- _AIM OF THE TASK_: Your answer should show every line of the material below that includes "image".

[Opening DATASET EXCERPTS section]

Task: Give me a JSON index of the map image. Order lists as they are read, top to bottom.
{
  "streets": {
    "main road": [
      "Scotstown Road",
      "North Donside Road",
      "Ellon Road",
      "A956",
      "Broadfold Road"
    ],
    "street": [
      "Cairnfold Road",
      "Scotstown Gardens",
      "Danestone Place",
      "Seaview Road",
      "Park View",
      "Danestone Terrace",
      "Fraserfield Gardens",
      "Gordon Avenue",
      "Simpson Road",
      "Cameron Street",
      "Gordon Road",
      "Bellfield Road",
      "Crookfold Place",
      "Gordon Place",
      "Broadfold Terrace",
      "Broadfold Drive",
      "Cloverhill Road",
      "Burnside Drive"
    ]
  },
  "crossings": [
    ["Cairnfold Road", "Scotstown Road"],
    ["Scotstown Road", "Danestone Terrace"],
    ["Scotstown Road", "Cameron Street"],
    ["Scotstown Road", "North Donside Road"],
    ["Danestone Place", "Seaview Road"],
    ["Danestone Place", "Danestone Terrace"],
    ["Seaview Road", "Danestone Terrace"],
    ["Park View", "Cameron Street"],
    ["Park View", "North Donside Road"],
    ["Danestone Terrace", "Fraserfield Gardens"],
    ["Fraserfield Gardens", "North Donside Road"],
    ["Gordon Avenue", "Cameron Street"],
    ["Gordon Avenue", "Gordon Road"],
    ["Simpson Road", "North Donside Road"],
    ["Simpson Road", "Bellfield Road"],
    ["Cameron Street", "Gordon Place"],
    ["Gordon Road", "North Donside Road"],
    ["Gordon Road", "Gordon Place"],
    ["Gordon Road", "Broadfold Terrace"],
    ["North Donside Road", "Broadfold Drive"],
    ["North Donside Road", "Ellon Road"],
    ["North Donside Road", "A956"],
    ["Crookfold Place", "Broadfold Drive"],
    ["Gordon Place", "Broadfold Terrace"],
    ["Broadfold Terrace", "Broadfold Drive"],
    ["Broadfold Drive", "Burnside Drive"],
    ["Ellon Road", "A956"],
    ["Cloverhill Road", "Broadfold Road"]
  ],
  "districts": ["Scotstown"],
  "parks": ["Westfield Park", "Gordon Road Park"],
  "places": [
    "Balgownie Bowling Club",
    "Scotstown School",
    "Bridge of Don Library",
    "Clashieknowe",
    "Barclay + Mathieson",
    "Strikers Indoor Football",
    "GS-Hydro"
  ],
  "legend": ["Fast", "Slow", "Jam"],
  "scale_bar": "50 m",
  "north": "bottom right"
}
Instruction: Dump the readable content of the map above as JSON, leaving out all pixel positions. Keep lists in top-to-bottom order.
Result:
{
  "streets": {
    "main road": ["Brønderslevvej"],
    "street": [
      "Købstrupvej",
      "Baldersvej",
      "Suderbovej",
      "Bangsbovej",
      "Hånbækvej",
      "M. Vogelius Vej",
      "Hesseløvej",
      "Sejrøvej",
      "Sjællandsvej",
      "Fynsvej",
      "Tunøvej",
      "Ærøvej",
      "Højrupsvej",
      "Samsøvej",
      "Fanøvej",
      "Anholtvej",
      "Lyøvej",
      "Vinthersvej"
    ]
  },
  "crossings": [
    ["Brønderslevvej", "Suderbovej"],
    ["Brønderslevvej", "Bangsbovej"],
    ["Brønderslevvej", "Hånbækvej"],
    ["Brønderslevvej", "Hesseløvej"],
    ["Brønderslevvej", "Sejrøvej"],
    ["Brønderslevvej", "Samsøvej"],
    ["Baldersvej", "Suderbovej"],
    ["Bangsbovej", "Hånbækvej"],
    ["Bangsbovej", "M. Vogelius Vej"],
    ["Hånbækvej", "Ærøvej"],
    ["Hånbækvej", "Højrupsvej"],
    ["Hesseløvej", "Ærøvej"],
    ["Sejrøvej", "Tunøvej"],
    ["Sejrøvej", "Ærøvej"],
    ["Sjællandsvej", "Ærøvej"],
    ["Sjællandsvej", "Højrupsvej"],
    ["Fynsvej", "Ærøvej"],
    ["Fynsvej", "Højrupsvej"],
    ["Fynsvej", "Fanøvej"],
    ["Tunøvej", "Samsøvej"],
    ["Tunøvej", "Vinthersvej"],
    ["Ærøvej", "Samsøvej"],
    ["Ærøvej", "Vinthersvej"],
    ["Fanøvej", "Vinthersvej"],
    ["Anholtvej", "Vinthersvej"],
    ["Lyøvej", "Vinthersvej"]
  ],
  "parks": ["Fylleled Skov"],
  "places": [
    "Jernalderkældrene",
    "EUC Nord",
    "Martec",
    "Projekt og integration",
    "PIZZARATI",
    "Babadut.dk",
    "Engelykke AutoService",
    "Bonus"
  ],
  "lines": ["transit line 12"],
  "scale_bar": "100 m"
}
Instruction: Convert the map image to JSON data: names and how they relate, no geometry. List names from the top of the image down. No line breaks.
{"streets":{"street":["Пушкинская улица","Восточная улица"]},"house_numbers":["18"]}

[Closing DATASET EXCERPTS section]

- _EXERCISE OUTPUT_:
Task: Give me a JSON index of the map image. Order lists as they are read, top to bottom.
Instruction: Convert the map image to JSON data: names and how they relate, no geometry. List names from the top of the image down. No line breaks.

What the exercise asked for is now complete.